The Tennessee General Assembly on Tuesday gave final approval to legislation authorizing the Tennessee Department of Transportation (TDOT) and Tennessee Highway Patrol to ticket motorists on interstate freeway work zones using automated cameras. Although many members in the House and Senate expressed strong opposition to the concept of photo enforcement, the authorization measure passed by an overwhelmingly 80 to 10 margin in the House and 28 to 0 in the Senate. The support was due in no small part to the bill's wording, which granted authority to deploy cameras in the guise of restricting them.
"No surveillance cameras shall be permitted on federal interstate highways except for Smart Way cameras, other intelligent transportation system cameras or, when employees of the department or construction workers are present, surveillance cameras used to enforce or monitor traffic violations within work zones designated by the department of transportation; provided, that such cameras shall be operated only by a state entity," House Bill 1202 states.

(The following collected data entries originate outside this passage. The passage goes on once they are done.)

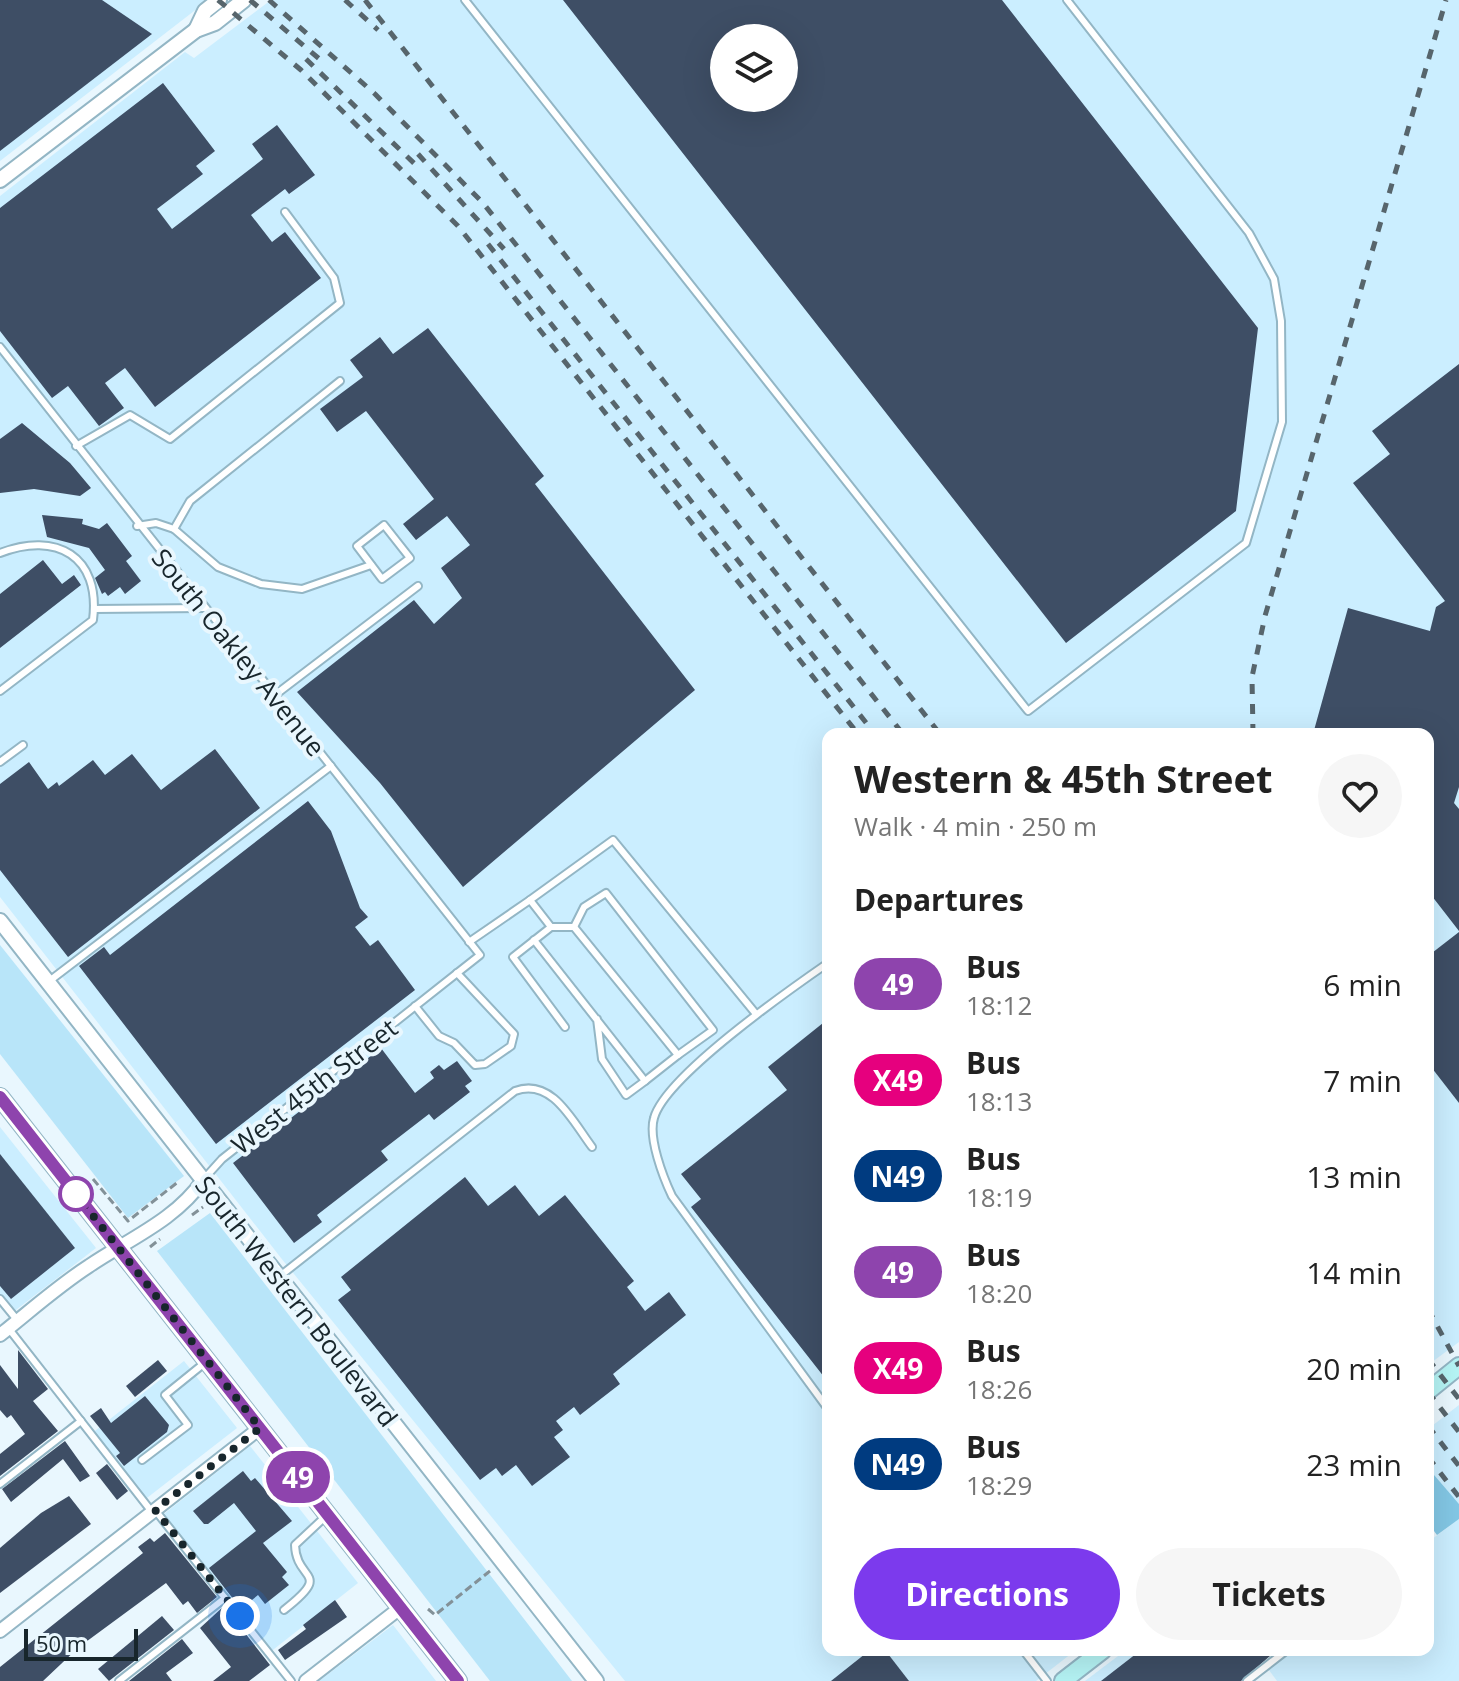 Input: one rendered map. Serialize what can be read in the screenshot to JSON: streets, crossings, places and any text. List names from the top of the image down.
{
  "streets": {
    "street": ["West 45th Street", "South Western Boulevard"],
    "lane": ["South Oakley Avenue"]
  },
  "crossings": [
    ["South Oakley Avenue", "West 45th Street"],
    ["West 45th Street", "South Western Boulevard"]
  ],
  "lines": ["bus line 49"],
  "scale_bar": "50 m",
  "page": {
    "on_map": "49",
    "heading": [
      ["Western & 45th Street", "Walk · 4 min · 250 m"],
      "Departures"
    ],
    "list": [
      {
        "mark": "49",
        "name": "Bus",
        "note": "18:12",
        "value": "6 min"
      },
      {
        "mark": "X49",
        "name": "Bus",
        "note": "18:13",
        "value": "7 min"
      },
      {
        "mark": "N49",
        "name": "Bus",
        "note": "18:19",
        "value": "13 min"
      },
      {
        "mark": "49",
        "name": "Bus",
        "note": "18:20",
        "value": "14 min"
      },
      {
        "mark": "X49",
        "name": "Bus",
        "note": "18:26",
        "value": "20 min"
      },
      {
        "mark": "N49",
        "name": "Bus",
        "note": "18:29",
        "value": "23 min"
      }
    ],
    "buttons": ["Directions", "Tickets"],
    "scale": "50 m"
  }
}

The bill's main sponsors, state Senator Tim Burchett (R-Knoxville) and state Representative Joe McCord (R-Maryville) both claimed to be personally opposed to the use of cameras. They also insisted that this bill was the best "limitation" that could be made under the political circumstances. The bottom line, however, is that as soon as Governor Phil Bredesen (D) signs the bill into law, TDOT and the state police will be free to deploy cameras -- under one condition.
"They can't have the cameras in work zones unless it's a real work zone where people are working," Burchett said.
The bill serves no purpose as a limitation on local jurisdictions because no local authorities use photo radar on interstates. A secondary provision in the legislation mandating the use of warning signs likewise will make no change in current practice.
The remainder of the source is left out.